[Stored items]
--- START ---
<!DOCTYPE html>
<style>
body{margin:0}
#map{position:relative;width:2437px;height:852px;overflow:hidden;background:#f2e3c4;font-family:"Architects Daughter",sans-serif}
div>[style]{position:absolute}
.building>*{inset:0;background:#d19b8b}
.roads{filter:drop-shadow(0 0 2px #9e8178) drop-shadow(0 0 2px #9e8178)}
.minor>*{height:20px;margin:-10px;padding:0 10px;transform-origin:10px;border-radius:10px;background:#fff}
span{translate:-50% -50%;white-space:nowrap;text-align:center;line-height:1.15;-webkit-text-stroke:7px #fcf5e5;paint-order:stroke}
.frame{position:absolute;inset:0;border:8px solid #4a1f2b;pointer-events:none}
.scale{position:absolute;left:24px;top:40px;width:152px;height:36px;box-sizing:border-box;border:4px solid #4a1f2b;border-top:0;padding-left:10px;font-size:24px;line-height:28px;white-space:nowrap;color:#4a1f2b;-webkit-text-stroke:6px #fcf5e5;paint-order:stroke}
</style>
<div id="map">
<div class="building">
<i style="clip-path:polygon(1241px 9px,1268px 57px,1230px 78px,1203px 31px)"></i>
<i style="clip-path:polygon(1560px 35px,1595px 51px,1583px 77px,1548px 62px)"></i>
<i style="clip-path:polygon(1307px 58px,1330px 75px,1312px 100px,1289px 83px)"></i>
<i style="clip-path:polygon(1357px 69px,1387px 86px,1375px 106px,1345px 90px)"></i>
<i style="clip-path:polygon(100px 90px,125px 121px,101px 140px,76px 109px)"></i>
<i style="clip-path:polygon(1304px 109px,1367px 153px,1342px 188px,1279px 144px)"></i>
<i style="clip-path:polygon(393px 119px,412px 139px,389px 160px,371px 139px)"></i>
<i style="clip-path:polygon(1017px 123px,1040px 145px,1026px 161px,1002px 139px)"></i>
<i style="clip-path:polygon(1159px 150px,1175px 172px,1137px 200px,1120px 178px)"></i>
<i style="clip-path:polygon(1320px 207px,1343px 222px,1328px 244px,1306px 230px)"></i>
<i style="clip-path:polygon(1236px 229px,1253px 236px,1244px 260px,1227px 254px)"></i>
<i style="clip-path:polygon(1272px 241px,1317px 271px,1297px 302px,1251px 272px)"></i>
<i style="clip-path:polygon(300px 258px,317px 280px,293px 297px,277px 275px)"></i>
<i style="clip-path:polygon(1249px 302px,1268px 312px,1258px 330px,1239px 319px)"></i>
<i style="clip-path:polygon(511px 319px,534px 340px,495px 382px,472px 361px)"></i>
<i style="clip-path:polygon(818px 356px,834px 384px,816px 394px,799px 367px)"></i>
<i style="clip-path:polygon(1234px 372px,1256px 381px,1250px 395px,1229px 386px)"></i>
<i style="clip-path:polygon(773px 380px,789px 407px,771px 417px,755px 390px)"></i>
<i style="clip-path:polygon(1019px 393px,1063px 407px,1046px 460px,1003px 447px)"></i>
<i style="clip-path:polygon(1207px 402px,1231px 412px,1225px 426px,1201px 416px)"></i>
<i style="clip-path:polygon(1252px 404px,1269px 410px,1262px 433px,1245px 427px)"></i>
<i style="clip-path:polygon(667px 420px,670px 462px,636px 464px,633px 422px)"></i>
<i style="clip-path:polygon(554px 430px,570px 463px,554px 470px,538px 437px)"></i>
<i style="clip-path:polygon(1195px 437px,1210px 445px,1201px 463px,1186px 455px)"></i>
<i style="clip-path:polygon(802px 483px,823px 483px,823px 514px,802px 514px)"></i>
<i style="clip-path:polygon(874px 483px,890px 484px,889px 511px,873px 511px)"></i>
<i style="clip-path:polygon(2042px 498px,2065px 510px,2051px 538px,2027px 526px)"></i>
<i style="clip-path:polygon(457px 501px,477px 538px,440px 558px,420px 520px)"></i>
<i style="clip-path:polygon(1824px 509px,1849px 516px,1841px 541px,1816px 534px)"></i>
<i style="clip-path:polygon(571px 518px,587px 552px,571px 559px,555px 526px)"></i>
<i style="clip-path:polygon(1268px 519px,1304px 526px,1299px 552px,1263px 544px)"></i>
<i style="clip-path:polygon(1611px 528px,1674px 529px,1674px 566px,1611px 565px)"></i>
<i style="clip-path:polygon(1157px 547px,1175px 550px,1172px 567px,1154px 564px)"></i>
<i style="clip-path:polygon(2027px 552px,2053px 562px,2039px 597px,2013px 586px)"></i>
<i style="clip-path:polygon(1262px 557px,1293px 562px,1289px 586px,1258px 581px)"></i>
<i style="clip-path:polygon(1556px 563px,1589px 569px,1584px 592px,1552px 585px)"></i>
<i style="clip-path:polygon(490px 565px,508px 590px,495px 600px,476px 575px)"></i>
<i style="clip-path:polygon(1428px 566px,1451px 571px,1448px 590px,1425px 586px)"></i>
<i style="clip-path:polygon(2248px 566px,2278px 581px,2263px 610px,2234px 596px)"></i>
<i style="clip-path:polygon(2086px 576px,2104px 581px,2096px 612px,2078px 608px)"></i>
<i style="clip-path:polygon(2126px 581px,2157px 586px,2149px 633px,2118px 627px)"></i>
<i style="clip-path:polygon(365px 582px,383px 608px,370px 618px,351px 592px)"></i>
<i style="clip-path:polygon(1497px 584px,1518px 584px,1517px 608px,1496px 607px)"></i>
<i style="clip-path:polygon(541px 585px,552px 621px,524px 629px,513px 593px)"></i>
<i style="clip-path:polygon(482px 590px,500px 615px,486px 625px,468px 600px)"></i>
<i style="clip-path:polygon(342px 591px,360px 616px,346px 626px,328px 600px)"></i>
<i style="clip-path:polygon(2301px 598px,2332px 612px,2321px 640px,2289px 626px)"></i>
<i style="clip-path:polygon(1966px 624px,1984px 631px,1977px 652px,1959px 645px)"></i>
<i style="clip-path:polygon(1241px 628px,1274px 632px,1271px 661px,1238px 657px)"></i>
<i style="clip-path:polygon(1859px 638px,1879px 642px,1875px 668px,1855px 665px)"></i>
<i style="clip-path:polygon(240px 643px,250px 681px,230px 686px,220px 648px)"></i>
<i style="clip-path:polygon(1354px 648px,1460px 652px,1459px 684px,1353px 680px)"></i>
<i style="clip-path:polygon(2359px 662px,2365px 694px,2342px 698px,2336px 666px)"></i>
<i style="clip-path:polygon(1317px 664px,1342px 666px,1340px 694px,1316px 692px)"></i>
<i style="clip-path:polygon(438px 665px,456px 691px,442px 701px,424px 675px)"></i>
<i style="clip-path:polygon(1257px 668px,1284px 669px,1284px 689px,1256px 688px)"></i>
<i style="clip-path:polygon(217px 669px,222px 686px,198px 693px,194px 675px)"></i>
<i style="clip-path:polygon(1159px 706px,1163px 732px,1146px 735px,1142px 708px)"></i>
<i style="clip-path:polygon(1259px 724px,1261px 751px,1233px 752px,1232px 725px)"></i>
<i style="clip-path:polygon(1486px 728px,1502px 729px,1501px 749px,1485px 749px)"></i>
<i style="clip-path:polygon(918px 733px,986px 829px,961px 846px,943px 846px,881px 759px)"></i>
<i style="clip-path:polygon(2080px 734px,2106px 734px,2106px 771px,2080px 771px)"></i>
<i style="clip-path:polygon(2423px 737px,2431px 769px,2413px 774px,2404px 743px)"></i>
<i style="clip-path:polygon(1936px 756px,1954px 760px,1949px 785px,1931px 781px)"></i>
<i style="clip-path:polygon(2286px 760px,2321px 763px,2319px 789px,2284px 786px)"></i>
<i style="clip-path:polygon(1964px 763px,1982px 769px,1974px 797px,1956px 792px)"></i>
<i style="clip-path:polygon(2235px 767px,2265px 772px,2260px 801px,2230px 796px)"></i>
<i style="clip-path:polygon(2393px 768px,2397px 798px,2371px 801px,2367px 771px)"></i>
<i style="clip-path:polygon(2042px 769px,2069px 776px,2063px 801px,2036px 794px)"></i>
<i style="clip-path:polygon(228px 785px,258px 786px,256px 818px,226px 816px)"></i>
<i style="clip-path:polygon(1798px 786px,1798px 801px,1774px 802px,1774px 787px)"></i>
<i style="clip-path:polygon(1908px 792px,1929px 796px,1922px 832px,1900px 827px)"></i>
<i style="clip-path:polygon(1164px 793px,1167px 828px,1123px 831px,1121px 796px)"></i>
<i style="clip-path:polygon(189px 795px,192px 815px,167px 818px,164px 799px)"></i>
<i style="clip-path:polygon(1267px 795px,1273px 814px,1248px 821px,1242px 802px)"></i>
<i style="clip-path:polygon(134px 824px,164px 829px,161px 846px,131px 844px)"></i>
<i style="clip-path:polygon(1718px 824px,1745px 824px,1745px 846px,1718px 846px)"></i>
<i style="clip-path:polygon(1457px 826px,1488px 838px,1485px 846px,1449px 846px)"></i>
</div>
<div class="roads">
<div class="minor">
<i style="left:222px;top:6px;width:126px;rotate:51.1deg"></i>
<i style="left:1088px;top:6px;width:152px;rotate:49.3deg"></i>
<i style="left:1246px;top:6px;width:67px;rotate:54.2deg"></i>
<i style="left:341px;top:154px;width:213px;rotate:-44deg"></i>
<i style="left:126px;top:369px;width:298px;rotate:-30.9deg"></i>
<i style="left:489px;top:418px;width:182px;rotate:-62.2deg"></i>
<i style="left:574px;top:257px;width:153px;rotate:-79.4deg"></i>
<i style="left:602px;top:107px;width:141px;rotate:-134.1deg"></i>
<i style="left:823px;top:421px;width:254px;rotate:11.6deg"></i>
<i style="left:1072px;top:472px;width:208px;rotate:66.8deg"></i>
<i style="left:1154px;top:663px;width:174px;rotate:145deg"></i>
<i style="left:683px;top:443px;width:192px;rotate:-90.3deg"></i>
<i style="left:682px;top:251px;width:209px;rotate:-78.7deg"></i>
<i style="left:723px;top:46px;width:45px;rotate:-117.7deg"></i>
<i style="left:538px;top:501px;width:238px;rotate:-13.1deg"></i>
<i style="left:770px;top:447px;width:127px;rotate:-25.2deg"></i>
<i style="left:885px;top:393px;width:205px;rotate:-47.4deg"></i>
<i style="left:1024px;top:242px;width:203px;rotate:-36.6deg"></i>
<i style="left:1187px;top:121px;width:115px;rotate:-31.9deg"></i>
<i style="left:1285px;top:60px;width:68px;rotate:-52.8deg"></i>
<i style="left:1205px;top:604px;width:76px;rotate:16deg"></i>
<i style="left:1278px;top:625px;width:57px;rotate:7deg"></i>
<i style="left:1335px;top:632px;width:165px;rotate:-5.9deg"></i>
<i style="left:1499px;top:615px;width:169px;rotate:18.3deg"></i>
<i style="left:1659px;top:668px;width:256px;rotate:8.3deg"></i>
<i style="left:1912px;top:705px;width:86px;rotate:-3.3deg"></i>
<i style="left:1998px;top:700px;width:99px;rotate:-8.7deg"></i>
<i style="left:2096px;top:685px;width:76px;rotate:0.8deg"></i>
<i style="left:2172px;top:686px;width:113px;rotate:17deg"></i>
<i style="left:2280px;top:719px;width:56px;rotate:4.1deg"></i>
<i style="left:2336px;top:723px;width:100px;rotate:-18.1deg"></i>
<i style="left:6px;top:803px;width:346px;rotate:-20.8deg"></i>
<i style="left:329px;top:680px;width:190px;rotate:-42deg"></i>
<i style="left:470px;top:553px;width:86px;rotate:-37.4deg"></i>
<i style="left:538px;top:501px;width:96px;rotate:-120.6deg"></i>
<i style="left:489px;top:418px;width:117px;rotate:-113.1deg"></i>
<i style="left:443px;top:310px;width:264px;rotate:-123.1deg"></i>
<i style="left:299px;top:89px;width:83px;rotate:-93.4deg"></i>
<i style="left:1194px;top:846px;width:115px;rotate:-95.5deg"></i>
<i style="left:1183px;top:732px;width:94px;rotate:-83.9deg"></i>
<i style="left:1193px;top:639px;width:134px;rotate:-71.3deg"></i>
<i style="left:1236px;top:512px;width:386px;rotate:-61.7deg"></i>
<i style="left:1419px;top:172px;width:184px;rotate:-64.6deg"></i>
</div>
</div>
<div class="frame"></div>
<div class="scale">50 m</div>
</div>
--- END ---
Please reply with an exact copy of the lines above, starting at the first and ending at the line that holds "2px #9e8178) drop-shadow(0".

THE ANSWER ->
<!DOCTYPE html>
<style>
body{margin:0}
#map{position:relative;width:2437px;height:852px;overflow:hidden;background:#f2e3c4;font-family:"Architects Daughter",sans-serif}
div>[style]{position:absolute}
.building>*{inset:0;background:#d19b8b}
.roads{filter:drop-shadow(0 0 2px #9e8178) drop-shadow(0 0 2px #9e8178)}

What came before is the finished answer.